The Festival was an indigenous event, planned and funded locally. A steering committee of local residents, including artists, representatives of the business and professional communities, and students, organized the dozens of events, performances and exhibitions, with the support of the mayor’s office. There were no state or federal grants; and though the events drew people from everywhere, they were intended primarily for the benefit of the residents of Cape Ann and generously supported by local businesses. Artists organized their own events, including lectures and demonstration, and they participated jointly in mounting a massive show of art in the gymnasium at Gloucester High School, where one could experience examples of the entire range of art that was being created locally.
Art in Gloucester was as indigenous as fishing or any other industry. Just as we were given a thorough grounding in art in school, by simply living here we were equally able to experience the art that was being created locally. We were able to hear artists talking about what they did, on the street, in coffee shops or in their own studios.
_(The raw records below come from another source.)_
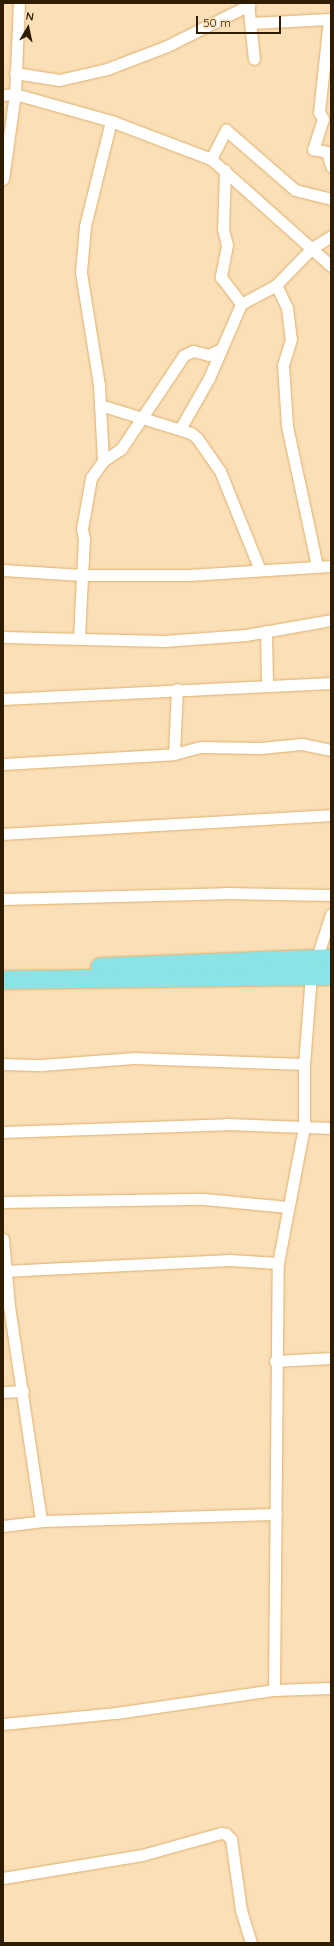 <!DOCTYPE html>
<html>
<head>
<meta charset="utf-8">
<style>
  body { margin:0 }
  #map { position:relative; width:334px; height:1946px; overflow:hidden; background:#fbdfb7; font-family:Quicksand,sans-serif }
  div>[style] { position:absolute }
  .roads { filter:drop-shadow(0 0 1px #ddb06c) drop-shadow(0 0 1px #ddb06c) }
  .minor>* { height:11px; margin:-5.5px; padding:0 5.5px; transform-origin:5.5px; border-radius:5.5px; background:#fff }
  .primary>* { height:18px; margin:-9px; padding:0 9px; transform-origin:9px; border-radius:9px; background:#8ce3e5 }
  span { translate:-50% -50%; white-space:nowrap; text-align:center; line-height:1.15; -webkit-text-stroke:4px #fbdfb7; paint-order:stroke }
  .frame { position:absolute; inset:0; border:4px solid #2f1d01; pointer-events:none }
  .north { position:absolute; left:8px; top:8px; width:40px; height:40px; -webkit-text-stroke:3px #fbdfb7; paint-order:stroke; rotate:9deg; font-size:11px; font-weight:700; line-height:16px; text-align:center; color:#2f1d01 }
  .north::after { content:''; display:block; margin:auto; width:14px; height:18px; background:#2f1d01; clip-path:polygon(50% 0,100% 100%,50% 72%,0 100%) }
  .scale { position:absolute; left:196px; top:16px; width:85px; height:18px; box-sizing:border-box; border:2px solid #2f1d01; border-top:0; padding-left:5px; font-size:12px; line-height:14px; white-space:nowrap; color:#2f1d01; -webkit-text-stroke:3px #fbdfb7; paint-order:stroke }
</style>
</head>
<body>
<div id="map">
  <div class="roads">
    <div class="minor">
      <i style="left:248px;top:3px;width:56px;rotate:83.9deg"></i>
      <i style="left:251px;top:23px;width:78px;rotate:-2.9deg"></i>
      <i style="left:329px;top:19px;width:94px;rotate:96.1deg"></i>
      <i style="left:319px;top:112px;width:8px;rotate:60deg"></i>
      <i style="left:323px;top:119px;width:32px;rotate:108deg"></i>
      <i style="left:313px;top:149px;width:14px;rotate:12deg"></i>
      <i style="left:327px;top:152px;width:15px;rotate:74deg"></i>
      <i style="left:15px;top:73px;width:45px;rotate:9deg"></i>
      <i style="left:59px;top:80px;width:49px;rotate:-12.9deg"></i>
      <i style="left:107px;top:69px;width:64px;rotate:-21deg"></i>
      <i style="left:167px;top:46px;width:92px;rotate:-26.6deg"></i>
      <i style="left:3px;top:95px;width:12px;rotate:-5deg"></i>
      <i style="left:15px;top:94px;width:100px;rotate:15.7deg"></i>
      <i style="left:111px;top:121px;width:107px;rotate:20.8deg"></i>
      <i style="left:211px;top:159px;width:161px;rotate:41.7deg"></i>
      <i style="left:211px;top:159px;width:33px;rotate:-63deg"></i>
      <i style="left:226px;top:130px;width:91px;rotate:41deg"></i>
      <i style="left:295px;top:190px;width:37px;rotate:14deg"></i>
      <i style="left:225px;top:170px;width:59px;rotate:91.9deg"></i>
      <i style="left:223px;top:229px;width:16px;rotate:76deg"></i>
      <i style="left:227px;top:245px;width:33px;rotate:101deg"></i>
      <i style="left:221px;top:277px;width:34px;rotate:53deg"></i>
      <i style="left:3px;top:179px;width:86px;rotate:-82deg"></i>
      <i style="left:15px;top:94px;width:91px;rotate:-87.5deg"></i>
      <i style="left:276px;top:285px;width:25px;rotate:64deg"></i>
      <i style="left:287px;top:308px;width:31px;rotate:83deg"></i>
      <i style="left:291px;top:339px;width:27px;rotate:107deg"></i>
      <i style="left:283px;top:365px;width:61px;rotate:86.2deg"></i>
      <i style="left:287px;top:426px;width:143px;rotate:77.9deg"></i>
      <i style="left:100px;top:405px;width:95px;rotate:17.1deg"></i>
      <i style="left:191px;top:433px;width:8px;rotate:40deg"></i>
      <i style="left:197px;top:438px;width:40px;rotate:55.1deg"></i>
      <i style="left:220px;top:471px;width:107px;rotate:68deg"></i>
      <i style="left:180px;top:429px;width:59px;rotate:-60.4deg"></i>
      <i style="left:209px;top:378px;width:81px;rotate:-66.6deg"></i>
      <i style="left:241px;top:304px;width:40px;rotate:-28deg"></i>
      <i style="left:276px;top:285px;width:52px;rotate:-45.8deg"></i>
      <i style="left:312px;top:248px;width:22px;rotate:-32deg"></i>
      <i style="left:103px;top:461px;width:76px;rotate:-93deg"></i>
      <i style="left:99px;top:385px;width:114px;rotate:-99.1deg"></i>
      <i style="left:81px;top:272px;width:46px;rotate:-85deg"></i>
      <i style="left:85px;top:226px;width:108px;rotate:-76.1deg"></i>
      <i style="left:3px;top:570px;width:79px;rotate:3.6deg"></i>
      <i style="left:82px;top:575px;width:107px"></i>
      <i style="left:189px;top:575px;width:142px;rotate:-3.6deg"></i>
      <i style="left:266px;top:631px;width:54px;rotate:88.9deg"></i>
      <i style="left:3px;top:637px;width:161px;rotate:1.4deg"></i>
      <i style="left:164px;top:641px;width:82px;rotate:-4.2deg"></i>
      <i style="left:246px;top:635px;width:86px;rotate:-10deg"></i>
      <i style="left:79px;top:637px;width:98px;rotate:-87.1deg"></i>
      <i style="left:84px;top:539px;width:10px;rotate:-101deg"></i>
      <i style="left:82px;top:529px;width:52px;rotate:-80deg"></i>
      <i style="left:91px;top:478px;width:21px;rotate:-55deg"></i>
      <i style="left:103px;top:461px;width:22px;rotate:-34deg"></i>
      <i style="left:121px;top:449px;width:113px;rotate:-56.2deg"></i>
      <i style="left:184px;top:355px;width:10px;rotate:-24deg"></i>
      <i style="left:193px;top:351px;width:16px;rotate:14deg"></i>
      <i style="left:209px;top:355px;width:11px;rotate:-27deg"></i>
      <i style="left:3px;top:699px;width:328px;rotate:-2.8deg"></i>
      <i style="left:174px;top:754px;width:65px;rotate:-87.4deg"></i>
      <i style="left:3px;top:764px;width:171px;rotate:-3.3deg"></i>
      <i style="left:174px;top:754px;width:28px;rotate:-15deg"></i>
      <i style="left:201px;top:747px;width:59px;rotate:1deg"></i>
      <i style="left:260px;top:748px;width:42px;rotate:-5.4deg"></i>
      <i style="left:302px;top:744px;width:30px;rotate:12deg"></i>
      <i style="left:3px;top:834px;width:329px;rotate:-3.3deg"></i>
      <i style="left:3px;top:899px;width:222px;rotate:-1.5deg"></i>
      <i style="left:225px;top:893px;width:106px;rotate:1.1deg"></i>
      <i style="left:3px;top:1064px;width:38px;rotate:2deg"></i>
      <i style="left:41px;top:1065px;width:93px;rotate:-4.3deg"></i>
      <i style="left:134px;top:1058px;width:170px;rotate:2deg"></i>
      <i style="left:3px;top:1132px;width:224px;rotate:-2deg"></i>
      <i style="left:227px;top:1124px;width:104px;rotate:2.2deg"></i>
      <i style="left:3px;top:1202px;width:201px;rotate:-0.9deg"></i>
      <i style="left:204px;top:1199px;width:84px;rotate:5.4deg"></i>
      <i style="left:3px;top:1239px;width:67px;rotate:84.9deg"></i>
      <i style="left:9px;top:1306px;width:217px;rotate:81.5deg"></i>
      <i style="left:3px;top:1271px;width:227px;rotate:-2.8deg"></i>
      <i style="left:230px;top:1260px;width:48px;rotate:3.6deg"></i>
      <i style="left:275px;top:1361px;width:56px;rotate:-3.1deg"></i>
      <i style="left:3px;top:1392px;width:20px;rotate:-3deg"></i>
      <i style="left:3px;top:1526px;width:38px;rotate:-7deg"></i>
      <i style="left:41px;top:1521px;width:235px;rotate:-1.7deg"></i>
      <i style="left:274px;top:1690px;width:427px;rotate:-89.5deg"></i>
      <i style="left:278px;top:1263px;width:138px;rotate:-79.2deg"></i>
      <i style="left:304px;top:1127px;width:63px;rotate:-90deg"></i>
      <i style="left:304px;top:1064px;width:88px;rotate:-85.5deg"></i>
      <i style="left:311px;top:976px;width:65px;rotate:-72.1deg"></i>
      <i style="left:3px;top:1724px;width:114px;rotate:-5.6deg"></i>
      <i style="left:116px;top:1713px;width:160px;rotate:-8.3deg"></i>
      <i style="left:274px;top:1690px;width:57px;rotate:-2deg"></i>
      <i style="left:3px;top:1878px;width:141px;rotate:-9.4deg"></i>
      <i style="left:142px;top:1855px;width:82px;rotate:-15.6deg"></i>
      <i style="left:221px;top:1833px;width:5px;rotate:11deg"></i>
      <i style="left:226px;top:1834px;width:7px;rotate:45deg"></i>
      <i style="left:231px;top:1839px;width:72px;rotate:82deg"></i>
      <i style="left:241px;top:1910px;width:34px;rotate:73deg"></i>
    </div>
    <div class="primary">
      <i style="left:100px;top:967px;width:231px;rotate:-2.2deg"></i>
      <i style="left:3px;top:980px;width:328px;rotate:-0.7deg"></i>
    </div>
  </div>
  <div class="frame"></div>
  <div class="north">N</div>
  <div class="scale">50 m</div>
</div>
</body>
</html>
One did not have to leave Cape Ann to receive a comprehensive education in the making of art—painting, sculpture, theater, poetry—and its appreciation.
I do not believe for one minute that the creation of “cultural districts”—in effect, the partitioning of an organic community into ghettos, where one activity is privileged over another—could ever compare to what I have described as an indigenously created and supported culture, in which the arts are integrated into daily life as they were during the time I was nurtured, not only by art itself but by growing up in a multi-lingual, multi-ethnic city like Gloucester. We must continue this tradition. We need no help from outside. We could do it here, all of us working together—artists, citizens, public officials—because communities exist primarily for those who live in them, not for those who would impose their will or their economic, social or cultural agendas on us.